# [Stored data]
════════════════
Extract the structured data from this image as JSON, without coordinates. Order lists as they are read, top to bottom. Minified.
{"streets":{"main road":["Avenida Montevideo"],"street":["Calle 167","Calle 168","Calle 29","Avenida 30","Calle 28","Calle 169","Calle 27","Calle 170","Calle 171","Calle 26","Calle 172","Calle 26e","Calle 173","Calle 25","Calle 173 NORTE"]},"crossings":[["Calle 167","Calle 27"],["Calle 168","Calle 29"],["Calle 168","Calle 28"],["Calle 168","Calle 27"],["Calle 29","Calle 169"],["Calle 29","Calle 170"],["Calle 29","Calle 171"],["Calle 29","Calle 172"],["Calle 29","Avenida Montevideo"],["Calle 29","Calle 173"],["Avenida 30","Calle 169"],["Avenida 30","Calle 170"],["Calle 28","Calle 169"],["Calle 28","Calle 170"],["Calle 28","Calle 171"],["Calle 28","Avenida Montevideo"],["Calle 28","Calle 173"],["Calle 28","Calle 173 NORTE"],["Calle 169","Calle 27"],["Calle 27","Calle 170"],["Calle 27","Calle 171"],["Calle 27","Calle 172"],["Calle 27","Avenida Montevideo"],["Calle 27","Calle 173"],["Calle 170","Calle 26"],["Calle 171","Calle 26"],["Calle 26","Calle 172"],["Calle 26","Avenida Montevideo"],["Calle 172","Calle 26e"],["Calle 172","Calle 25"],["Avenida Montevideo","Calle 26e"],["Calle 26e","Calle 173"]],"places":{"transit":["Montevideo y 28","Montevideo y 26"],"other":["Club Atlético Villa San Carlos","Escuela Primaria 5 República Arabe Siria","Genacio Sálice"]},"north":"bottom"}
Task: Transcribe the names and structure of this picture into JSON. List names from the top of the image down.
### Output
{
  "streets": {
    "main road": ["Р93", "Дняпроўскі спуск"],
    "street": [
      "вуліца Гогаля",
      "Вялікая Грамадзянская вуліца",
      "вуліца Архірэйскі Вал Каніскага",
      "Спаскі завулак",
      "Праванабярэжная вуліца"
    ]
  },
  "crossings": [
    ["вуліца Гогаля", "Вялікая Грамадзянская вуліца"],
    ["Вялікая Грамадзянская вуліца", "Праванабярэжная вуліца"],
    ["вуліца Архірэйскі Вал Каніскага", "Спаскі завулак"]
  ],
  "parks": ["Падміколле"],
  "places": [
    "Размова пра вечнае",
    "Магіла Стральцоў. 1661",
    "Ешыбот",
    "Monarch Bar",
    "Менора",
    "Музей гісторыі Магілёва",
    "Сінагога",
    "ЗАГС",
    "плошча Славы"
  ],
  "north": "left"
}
════════════════
# [Exercise brief]
Nothing is to be altered; retype each entry exactly.

# [Exercise answer]
Extract the structured data from this image as JSON, without coordinates. Order lists as they are read, top to bottom. Minified.
{"streets":{"main road":["Avenida Montevideo"],"street":["Calle 167","Calle 168","Calle 29","Avenida 30","Calle 28","Calle 169","Calle 27","Calle 170","Calle 171","Calle 26","Calle 172","Calle 26e","Calle 173","Calle 25","Calle 173 NORTE"]},"crossings":[["Calle 167","Calle 27"],["Calle 168","Calle 29"],["Calle 168","Calle 28"],["Calle 168","Calle 27"],["Calle 29","Calle 169"],["Calle 29","Calle 170"],["Calle 29","Calle 171"],["Calle 29","Calle 172"],["Calle 29","Avenida Montevideo"],["Calle 29","Calle 173"],["Avenida 30","Calle 169"],["Avenida 30","Calle 170"],["Calle 28","Calle 169"],["Calle 28","Calle 170"],["Calle 28","Calle 171"],["Calle 28","Avenida Montevideo"],["Calle 28","Calle 173"],["Calle 28","Calle 173 NORTE"],["Calle 169","Calle 27"],["Calle 27","Calle 170"],["Calle 27","Calle 171"],["Calle 27","Calle 172"],["Calle 27","Avenida Montevideo"],["Calle 27","Calle 173"],["Calle 170","Calle 26"],["Calle 171","Calle 26"],["Calle 26","Calle 172"],["Calle 26","Avenida Montevideo"],["Calle 172","Calle 26e"],["Calle 172","Calle 25"],["Avenida Montevideo","Calle 26e"],["Calle 26e","Calle 173"]],"places":{"transit":["Montevideo y 28","Montevideo y 26"],"other":["Club Atlético Villa San Carlos","Escuela Primaria 5 República Arabe Siria","Genacio Sálice"]},"north":"bottom"}
Task: Transcribe the names and structure of this picture into JSON. List names from the top of the image down.
### Output
{
  "streets": {
    "main road": ["Р93", "Дняпроўскі спуск"],
    "street": [
      "вуліца Гогаля",
      "Вялікая Грамадзянская вуліца",
      "вуліца Архірэйскі Вал Каніскага",
      "Спаскі завулак",
      "Праванабярэжная вуліца"
    ]
  },
  "crossings": [
    ["вуліца Гогаля", "Вялікая Грамадзянская вуліца"],
    ["Вялікая Грамадзянская вуліца", "Праванабярэжная вуліца"],
    ["вуліца Архірэйскі Вал Каніскага", "Спаскі завулак"]
  ],
  "parks": ["Падміколле"],
  "places": [
    "Размова пра вечнае",
    "Магіла Стральцоў. 1661",
    "Ешыбот",
    "Monarch Bar",
    "Менора",
    "Музей гісторыі Магілёва",
    "Сінагога",
    "ЗАГС",
    "плошча Славы"
  ],
  "north": "left"
}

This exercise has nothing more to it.